■ **About this task**: Once the line holding "height:4.5px; margin:-2.25px; padding:0" is written out, stop; begin at the first line of the material below and retype exactly, dropping pictures.

━━━━

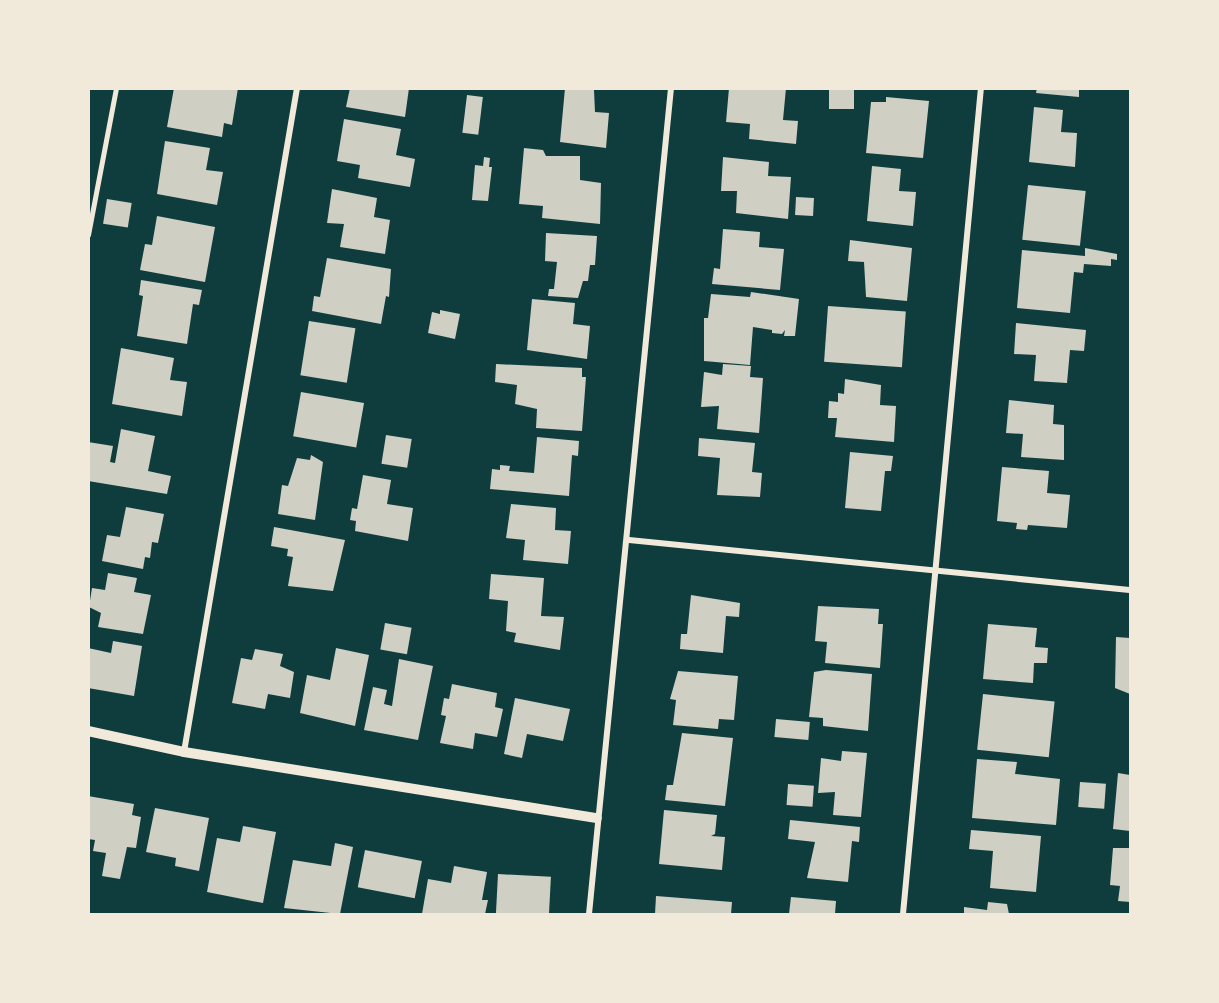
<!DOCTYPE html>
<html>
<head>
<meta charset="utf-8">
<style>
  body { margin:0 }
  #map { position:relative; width:1219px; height:1003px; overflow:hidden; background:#0f3d3e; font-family:"Public Sans",sans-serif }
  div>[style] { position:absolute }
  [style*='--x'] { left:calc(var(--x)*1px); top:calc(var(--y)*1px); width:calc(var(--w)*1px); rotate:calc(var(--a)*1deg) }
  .building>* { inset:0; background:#cfcfc3; transform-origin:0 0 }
  .service>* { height:4.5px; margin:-2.25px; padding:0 2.25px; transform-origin:2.25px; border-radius:2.25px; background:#f1e9da }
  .minor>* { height:6px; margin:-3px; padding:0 3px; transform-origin:3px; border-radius:3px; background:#f1e9da }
  .tertiary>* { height:10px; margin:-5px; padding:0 5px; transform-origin:5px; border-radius:5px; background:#f1e9da }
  span { translate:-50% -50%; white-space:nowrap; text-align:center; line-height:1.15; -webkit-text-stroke:4.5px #f1e9da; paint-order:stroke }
  .frame { position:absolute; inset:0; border:90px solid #f1e9da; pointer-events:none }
</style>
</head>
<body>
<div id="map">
  <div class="building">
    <div style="clip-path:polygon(174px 88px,238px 88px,232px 125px,224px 123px,222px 137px,167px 127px)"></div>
    <div style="clip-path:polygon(350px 88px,409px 88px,405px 117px,346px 107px)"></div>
    <div style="clip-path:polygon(565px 88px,594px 90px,595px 112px,609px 113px,606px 148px,560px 142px)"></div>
    <div style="clip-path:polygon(729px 88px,786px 88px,783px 120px,798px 121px,796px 144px,749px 139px,750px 124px,726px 122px)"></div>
    <div style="left:829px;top:88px;width:25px;height:21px"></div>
    <div style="clip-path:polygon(1037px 88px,1079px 88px,1079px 97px,1036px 93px)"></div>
    <div style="left:467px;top:95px;width:16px;height:38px;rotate:7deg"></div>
    <div style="clip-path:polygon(886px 97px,929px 101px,923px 158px,866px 153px,871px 102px,886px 102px)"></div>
    <div style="clip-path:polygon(1034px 107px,1063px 110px,1061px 132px,1077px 133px,1075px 167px,1029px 162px)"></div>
    <div style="clip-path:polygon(344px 119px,401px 129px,396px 155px,415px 159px,410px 187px,358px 178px,360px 165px,337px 161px)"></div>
    <div style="clip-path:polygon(165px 141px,210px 148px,206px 170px,223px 172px,217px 205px,157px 194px)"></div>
    <div style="clip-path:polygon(524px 148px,543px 150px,546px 156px,580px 156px,580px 180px,601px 183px,600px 224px,542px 218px,543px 206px,519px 204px)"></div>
    <div style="clip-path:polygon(484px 157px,490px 158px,489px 167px,492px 167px,488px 201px,472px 200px,475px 165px,483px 166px)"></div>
    <div style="clip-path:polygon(723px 157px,769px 162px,768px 176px,791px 177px,788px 219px,736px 213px,737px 191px,721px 191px)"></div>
    <div style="clip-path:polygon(872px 166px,901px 169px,899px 191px,916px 192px,913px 226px,867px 221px)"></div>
    <div style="left:1028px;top:185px;width:58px;height:55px;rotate:6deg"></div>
    <div style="clip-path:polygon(332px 189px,377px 198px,374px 217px,390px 220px,385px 254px,340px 247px,344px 224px,327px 223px)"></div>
    <div style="left:796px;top:197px;width:18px;height:18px;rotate:3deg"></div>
    <div style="left:107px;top:199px;width:25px;height:25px;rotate:9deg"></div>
    <div style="clip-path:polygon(157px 216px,215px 227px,205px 282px,140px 270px,145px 244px,152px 245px)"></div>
    <div style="clip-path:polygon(723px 229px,760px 232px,759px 247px,784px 249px,780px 290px,712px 284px,714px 268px,720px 269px)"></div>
    <div style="clip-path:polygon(546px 233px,597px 236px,595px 265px,590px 265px,588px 281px,583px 281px,578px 298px,548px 296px,549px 289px,554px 289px,557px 262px,545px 261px)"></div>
    <div style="clip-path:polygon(850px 240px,912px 248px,907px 301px,866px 297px,864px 262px,848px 261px)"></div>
    <div style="clip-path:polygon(1085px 248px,1117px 254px,1117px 260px,1111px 259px,1111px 266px,1084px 264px,1083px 273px,1074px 272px,1070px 313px,1017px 308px,1022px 250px,1085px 256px)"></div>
    <div style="clip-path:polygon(327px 258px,391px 269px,389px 297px,386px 296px,381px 324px,312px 311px,314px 296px,320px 297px)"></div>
    <div style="clip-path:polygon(141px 280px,202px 290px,199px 305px,193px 304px,187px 344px,137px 336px,143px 296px,139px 295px)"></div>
    <div style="clip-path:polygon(751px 292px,799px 299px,795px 336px,784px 336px,785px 330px,782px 334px,772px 333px,772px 330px,753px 327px,750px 365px,704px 361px,704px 318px,708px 318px,711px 294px,750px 297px)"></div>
    <div style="clip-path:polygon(532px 299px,575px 303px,573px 324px,590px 326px,587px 359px,527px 350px)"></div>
    <div style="left:828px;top:306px;width:78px;height:56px;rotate:4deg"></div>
    <div style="clip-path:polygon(440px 310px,460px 314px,455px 339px,428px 333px,432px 312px,440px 314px)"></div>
    <div style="left:309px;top:321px;width:47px;height:55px;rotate:9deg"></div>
    <div style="clip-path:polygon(1016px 323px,1086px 330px,1084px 351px,1070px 350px,1067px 383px,1034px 381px,1036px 355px,1014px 354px)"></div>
    <div style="clip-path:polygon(121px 348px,174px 358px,170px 380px,187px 382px,182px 416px,112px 404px)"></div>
    <div style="clip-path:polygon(496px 364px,582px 368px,582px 377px,586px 377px,582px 431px,536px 428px,537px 409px,515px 404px,517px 385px,495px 382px)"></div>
    <div style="clip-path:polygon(723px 364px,751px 366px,750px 377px,763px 378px,759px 433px,717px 429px,719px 406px,701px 407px,704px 372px,722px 375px)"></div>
    <div style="clip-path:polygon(845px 379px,881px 385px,880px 405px,896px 406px,894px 442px,835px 437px,837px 418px,828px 418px,829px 401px,838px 402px,838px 393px,844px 394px)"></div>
    <div style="left:301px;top:392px;width:64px;height:45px;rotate:10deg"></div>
    <div style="clip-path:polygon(1009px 400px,1054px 405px,1053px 424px,1064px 425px,1064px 460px,1021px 457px,1023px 434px,1006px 433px)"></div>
    <div style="clip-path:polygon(121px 429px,155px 436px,148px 471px,171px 476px,167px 494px,88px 481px,88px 442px,113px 446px,110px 462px,115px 463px)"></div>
    <div style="left:386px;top:435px;width:26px;height:29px;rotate:9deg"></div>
    <div style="clip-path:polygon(537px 437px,579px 441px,578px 456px,572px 455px,569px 496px,490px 489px,492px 469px,500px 470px,500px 465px,510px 466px,509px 471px,534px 473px)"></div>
    <div style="clip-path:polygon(699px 438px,755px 443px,752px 472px,762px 473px,760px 497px,717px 495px,720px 458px,698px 456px)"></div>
    <div style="clip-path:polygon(850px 452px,893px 456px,891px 471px,885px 471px,881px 511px,845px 508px)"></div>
    <div style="clip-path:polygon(311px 455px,323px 462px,315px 520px,278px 514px,282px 485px,288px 486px,297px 458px,310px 460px)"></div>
    <div style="clip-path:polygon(1002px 467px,1049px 471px,1047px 493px,1070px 495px,1067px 528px,1028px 525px,1027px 530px,1016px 529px,1017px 523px,997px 521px)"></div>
    <div style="clip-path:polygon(363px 475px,391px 480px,387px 504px,413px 508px,408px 541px,355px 531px,356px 521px,350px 520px,352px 508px,357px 509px)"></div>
    <div style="clip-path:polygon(511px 504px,556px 508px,555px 530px,571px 531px,568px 564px,523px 560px,525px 540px,506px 538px)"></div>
    <div style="clip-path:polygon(126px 507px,164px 514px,158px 543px,152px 542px,150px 558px,145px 557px,143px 569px,102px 561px,107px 535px,120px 537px)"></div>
    <div style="clip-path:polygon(274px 527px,345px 540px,333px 591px,288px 586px,293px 557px,287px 556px,288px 549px,271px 546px)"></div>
    <div style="clip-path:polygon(108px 573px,137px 578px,134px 592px,151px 595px,143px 634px,98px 627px,101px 613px,89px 607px,92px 588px,105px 590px)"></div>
    <div style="clip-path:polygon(491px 574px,544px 578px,541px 616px,564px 617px,560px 650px,514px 642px,516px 633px,506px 631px,508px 601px,489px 599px)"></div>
    <div style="clip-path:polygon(691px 595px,740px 603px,739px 617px,726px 616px,723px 653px,680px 649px,681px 634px,687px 634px)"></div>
    <div style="clip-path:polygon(818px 606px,879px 609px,878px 624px,883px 624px,880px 668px,825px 663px,827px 642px,815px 641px)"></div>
    <div style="left:385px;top:623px;width:27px;height:27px;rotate:10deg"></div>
    <div style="clip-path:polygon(988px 624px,1037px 628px,1035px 647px,1048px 648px,1047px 663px,1034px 663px,1033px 683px,983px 679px)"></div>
    <div style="clip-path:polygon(1116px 637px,1130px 638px,1130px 694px,1115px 688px)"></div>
    <div style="clip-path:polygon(113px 641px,142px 646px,134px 696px,88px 688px,88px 648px,111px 653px)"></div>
    <div style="clip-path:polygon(336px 648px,369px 655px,355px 726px,300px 713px,307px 675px,330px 680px)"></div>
    <div style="clip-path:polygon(255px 649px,283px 654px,280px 666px,294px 672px,290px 698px,268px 694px,265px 709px,232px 703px,241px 658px,252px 660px)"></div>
    <div style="clip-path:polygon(399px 659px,433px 666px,418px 740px,364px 730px,373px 687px,387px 690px,384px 704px,392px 706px)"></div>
    <div style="clip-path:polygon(826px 670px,872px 674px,868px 731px,823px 726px,823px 718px,809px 717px,814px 672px)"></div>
    <div style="clip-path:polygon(678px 671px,738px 676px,734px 720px,719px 719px,718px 729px,673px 725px,676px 700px,670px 699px)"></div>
    <div style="clip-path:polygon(452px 684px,497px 693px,495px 707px,503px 709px,497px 737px,475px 733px,473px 749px,440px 743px,446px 716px,441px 715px,444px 698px,449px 699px)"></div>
    <div style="left:983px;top:694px;width:72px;height:56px;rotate:6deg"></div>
    <div style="clip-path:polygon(515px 698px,570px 709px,563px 741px,527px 734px,522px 758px,504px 754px)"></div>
    <div style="left:776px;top:719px;width:34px;height:18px;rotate:5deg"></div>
    <div style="clip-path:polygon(682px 733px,733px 738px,725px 806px,665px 800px,667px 785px,673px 785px)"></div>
    <div style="clip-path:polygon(842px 751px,867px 753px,861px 817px,833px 815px,835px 792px,818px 793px,821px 758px,841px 761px)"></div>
    <div style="clip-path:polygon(977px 759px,1017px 762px,1015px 774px,1060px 779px,1056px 825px,972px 818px)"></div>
    <div style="clip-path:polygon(1118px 773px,1130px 775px,1130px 831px,1113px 829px)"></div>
    <div style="left:1080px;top:782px;width:26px;height:25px;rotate:4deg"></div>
    <div style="left:788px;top:784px;width:26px;height:21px;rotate:4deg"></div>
    <div style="clip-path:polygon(88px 796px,134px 804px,132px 815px,141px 817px,136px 848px,127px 847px,120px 879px,102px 876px,106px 853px,93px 851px,95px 840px,88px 839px)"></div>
    <div style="clip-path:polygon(155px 808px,209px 818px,199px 871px,175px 866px,176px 858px,146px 852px)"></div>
    <div style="clip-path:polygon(664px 810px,717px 815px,715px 834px,711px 836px,725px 837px,722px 870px,659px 864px)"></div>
    <div style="clip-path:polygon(790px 820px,860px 827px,859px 842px,852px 841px,848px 882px,807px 878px,815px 842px,788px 839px)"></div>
    <div style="clip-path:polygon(243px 826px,276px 832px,263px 903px,207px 892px,217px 838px,240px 842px)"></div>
    <div style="clip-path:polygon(971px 830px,1041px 836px,1036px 892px,990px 888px,993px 851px,969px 849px)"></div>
    <div style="clip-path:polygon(335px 843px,353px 847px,340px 914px,284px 908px,293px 860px,331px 866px)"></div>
    <div style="clip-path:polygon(1113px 848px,1130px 848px,1130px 902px,1118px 901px,1120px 886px,1110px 885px)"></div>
    <div style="left:365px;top:850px;width:58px;height:38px;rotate:11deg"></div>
    <div style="clip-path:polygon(454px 866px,487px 872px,482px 900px,488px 900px,485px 914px,422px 914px,428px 879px,451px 883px)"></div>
    <div style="left:498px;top:874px;width:53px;height:40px;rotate:3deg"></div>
    <div style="clip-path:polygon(656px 896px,732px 902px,731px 914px,655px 914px)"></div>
    <div style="clip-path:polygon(791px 897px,836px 901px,835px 914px,789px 914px)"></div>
    <div style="clip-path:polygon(988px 902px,1007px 904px,1009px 914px,964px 914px,964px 907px,987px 910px)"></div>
  </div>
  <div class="service">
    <div style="--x:88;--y:235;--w:150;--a:-79.2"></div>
  </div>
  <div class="minor">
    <div style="--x:629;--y:540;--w:503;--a:5.7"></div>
    <div style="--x:184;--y:752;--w:674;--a:-80.34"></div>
    <div style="--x:589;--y:914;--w:830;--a:-84.33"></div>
    <div style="--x:903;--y:914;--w:830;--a:-84.61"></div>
  </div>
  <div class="tertiary">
    <div style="--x:88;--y:731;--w:98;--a:12.3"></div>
    <div style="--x:184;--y:752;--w:418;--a:9.1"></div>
  </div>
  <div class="frame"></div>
</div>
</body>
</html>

━━━━

■ **Task answer**:
<!DOCTYPE html>
<html>
<head>
<meta charset="utf-8">
<style>
  body { margin:0 }
  #map { position:relative; width:1219px; height:1003px; overflow:hidden; background:#0f3d3e; font-family:"Public Sans",sans-serif }
  div>[style] { position:absolute }
  [style*='--x'] { left:calc(var(--x)*1px); top:calc(var(--y)*1px); width:calc(var(--w)*1px); rotate:calc(var(--a)*1deg) }
  .building>* { inset:0; background:#cfcfc3; transform-origin:0 0 }
  .service>* { height:4.5px; margin:-2.25px; padding:0 2.25px; transform-origin:2.25px; border-radius:2.25px; background:#f1e9da }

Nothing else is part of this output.